**Data records**

★ ★ ★

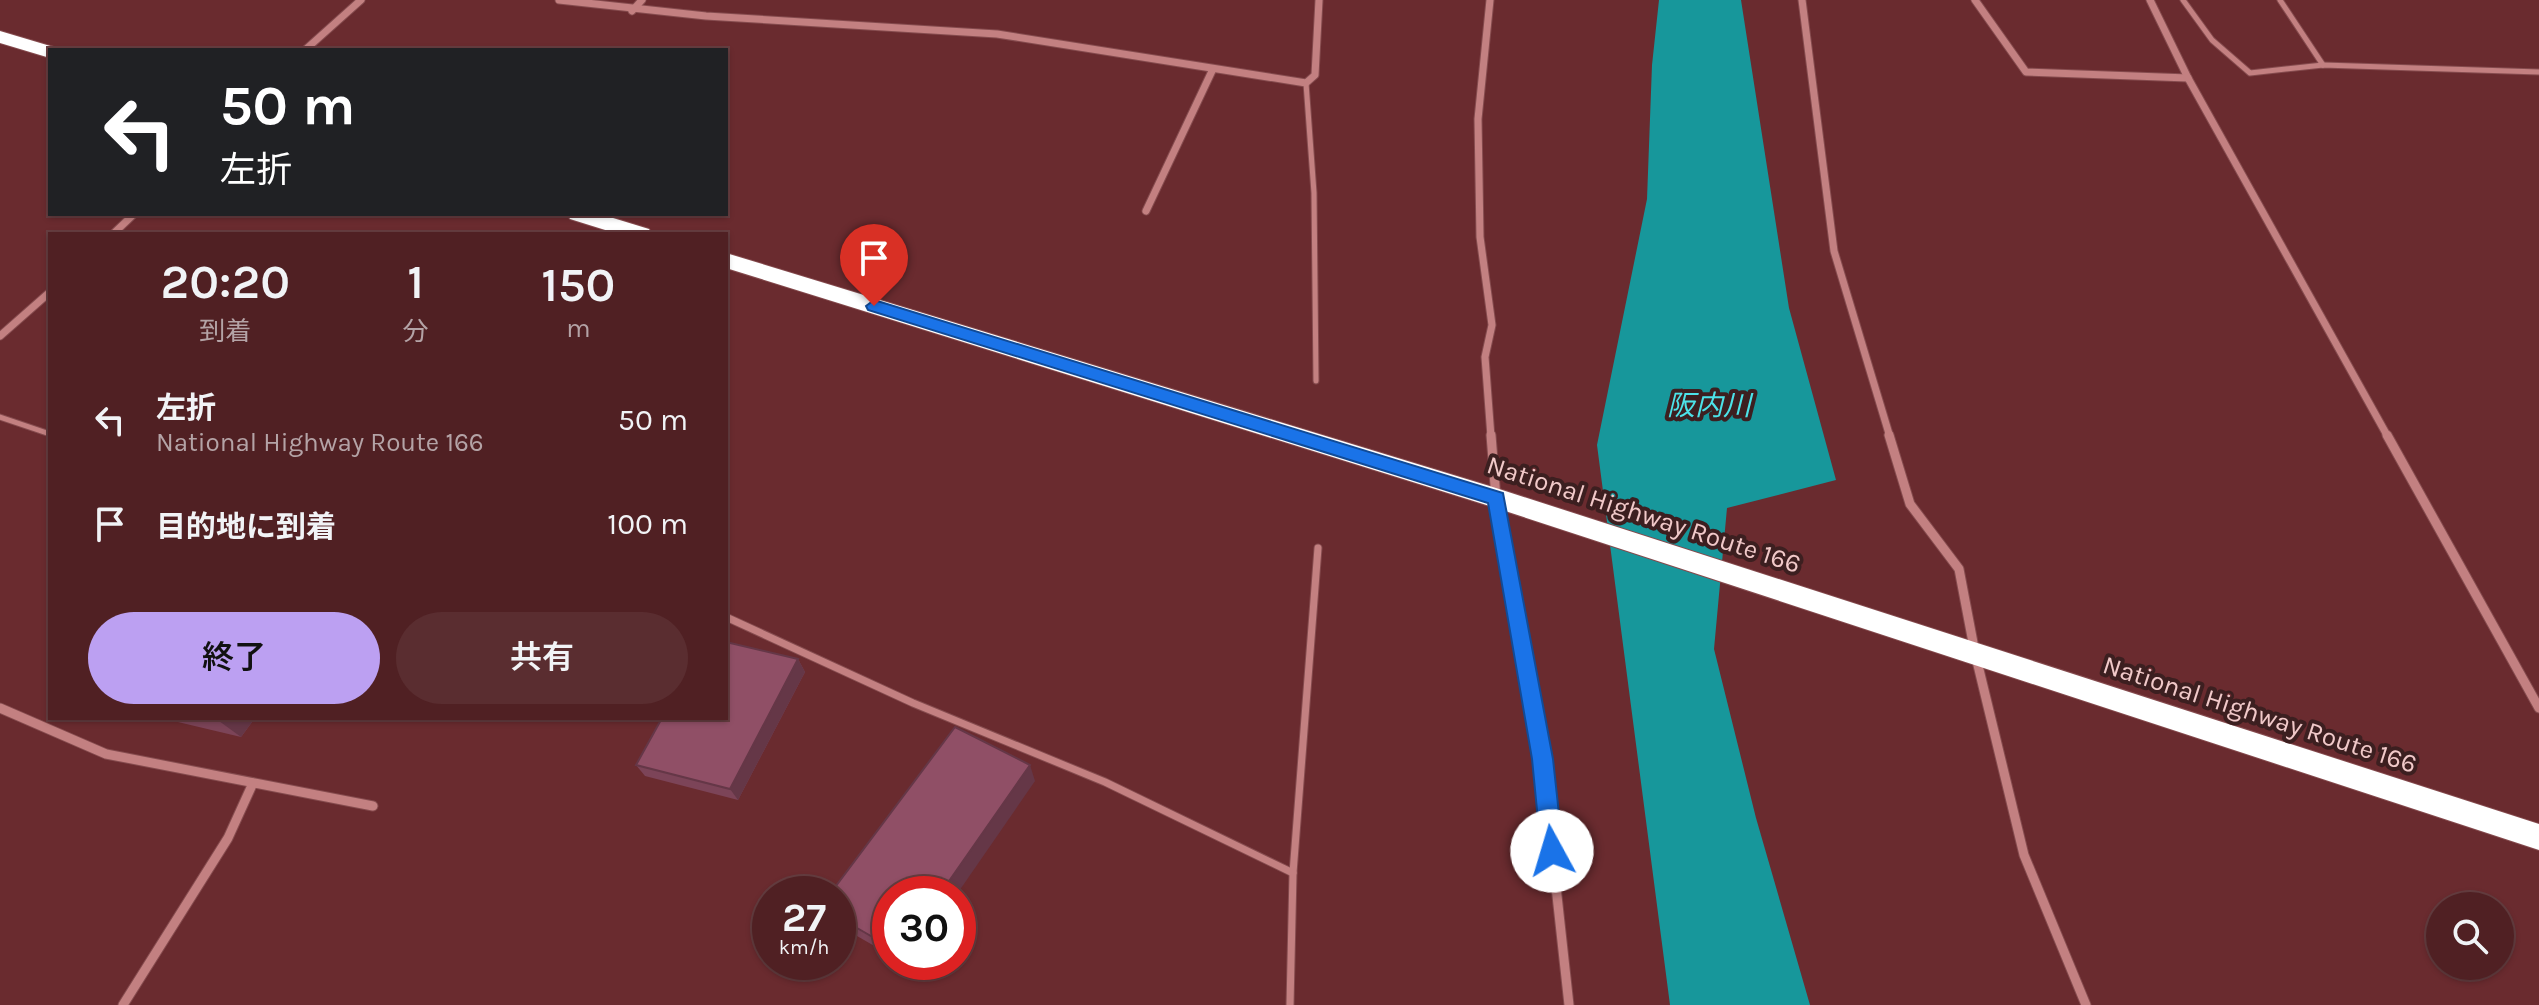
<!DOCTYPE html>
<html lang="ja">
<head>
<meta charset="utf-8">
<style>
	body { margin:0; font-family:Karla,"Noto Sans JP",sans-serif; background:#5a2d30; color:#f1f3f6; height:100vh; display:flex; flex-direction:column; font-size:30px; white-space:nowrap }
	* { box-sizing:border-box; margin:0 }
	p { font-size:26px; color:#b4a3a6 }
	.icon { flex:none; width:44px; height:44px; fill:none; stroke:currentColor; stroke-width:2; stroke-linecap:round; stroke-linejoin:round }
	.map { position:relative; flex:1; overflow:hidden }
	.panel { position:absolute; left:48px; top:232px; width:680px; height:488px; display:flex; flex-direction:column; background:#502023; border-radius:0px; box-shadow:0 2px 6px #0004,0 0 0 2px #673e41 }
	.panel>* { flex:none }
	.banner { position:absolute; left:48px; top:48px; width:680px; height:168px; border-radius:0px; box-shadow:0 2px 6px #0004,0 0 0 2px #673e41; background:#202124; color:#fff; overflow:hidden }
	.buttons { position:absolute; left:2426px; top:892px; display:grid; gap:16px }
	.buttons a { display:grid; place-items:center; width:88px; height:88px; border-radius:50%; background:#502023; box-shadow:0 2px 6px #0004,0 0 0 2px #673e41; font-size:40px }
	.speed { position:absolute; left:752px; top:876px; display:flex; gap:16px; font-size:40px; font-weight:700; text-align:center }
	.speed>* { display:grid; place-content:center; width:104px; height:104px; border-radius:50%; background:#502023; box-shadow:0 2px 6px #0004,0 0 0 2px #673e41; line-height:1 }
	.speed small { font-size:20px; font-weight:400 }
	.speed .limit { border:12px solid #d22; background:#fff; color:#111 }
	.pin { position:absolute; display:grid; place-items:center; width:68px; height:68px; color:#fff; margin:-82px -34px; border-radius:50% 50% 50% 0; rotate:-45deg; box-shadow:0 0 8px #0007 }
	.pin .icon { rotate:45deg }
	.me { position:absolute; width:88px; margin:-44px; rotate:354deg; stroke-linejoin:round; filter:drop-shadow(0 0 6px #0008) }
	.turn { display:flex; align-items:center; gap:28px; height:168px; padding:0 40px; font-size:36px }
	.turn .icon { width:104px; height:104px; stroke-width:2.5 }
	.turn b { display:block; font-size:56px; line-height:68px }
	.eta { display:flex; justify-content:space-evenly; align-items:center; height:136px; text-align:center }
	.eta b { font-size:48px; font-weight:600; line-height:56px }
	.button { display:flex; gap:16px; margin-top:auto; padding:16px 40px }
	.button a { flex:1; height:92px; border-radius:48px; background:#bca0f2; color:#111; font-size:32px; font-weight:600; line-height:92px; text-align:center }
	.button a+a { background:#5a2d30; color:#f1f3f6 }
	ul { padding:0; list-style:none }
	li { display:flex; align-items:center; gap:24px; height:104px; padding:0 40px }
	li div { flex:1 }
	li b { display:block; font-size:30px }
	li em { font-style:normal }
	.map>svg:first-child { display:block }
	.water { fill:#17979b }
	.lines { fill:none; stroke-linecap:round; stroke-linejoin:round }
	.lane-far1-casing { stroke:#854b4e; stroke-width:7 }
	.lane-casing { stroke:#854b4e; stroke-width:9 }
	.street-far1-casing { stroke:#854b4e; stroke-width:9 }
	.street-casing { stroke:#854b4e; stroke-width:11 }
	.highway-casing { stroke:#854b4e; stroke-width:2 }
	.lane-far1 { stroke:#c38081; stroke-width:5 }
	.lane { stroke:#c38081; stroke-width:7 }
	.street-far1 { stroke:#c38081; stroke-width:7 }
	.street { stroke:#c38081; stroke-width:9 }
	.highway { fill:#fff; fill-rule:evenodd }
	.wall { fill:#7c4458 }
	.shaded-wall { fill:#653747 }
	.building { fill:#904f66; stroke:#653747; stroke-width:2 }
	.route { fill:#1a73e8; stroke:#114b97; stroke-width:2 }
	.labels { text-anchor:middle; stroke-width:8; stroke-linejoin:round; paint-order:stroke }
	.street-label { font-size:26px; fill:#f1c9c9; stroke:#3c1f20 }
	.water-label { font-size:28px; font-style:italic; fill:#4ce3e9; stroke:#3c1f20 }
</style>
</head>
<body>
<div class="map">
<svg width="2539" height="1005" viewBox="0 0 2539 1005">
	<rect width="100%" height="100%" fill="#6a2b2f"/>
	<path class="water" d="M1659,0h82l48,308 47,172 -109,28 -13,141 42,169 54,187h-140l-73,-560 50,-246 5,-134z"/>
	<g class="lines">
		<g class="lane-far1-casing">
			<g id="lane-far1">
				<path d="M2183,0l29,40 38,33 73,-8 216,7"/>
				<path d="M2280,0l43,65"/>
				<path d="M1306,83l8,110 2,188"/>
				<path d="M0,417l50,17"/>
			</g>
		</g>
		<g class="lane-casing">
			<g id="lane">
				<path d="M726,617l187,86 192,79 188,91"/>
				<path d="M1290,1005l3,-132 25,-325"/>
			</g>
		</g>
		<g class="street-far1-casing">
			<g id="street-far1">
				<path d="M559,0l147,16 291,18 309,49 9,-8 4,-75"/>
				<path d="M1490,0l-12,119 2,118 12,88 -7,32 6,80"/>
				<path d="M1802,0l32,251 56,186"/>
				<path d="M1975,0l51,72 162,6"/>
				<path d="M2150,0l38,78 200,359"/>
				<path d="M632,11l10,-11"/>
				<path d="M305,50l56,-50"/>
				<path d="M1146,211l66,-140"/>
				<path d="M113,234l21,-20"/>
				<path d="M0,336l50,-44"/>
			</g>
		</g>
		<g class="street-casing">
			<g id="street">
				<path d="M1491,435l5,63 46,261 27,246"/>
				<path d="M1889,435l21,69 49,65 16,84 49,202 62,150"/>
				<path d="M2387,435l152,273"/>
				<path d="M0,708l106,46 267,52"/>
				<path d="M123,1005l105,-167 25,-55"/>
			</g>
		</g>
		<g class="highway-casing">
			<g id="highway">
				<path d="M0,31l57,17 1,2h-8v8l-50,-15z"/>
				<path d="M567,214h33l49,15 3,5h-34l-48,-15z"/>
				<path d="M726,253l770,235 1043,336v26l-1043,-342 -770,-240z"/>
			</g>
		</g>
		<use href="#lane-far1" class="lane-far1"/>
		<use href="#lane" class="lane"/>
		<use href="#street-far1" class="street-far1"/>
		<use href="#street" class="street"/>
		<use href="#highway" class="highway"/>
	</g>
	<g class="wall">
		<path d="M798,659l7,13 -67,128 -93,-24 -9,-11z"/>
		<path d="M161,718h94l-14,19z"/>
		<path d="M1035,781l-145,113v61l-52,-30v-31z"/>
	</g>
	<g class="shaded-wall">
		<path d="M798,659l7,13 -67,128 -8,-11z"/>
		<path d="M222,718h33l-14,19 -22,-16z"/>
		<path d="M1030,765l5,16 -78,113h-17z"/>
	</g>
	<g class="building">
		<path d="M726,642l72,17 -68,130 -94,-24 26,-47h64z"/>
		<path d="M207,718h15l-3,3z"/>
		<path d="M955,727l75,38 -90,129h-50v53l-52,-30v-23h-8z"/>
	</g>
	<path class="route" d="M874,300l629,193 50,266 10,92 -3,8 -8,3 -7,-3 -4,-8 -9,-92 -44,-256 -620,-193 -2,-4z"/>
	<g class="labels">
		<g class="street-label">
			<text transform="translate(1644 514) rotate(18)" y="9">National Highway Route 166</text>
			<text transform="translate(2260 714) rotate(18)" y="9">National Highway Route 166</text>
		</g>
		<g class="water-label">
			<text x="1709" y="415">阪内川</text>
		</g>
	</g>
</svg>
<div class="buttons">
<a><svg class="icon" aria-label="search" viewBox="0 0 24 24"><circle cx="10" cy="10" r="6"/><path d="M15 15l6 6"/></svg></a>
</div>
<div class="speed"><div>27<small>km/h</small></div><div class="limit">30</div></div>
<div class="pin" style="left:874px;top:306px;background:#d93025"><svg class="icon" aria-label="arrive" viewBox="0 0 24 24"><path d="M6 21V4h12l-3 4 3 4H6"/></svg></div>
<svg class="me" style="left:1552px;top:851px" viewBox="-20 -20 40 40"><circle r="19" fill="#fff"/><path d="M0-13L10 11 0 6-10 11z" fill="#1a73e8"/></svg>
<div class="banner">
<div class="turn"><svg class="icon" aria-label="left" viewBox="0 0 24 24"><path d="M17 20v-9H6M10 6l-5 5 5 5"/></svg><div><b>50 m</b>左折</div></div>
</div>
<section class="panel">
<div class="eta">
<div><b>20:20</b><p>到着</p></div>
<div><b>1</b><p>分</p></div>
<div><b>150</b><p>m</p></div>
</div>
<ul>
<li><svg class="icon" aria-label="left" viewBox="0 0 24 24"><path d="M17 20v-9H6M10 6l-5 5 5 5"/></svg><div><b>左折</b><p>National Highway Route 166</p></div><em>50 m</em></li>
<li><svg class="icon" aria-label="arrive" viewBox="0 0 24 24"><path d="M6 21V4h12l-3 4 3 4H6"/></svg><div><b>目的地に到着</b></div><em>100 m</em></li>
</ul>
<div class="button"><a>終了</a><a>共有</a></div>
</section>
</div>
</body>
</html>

★ ★ ★

**What you should do**
Search the data above for the string "content" and report each line that holds it.

**Exercise answer**
	.speed>* { display:grid; place-content:center; width:104px; height:104px; border-radius:50%; background:#502023; box-shadow:0 2px 6px #0004,0 0 0 2px #673e41; line-height:1 }
	.eta { display:flex; justify-content:space-evenly; align-items:center; height:136px; text-align:center }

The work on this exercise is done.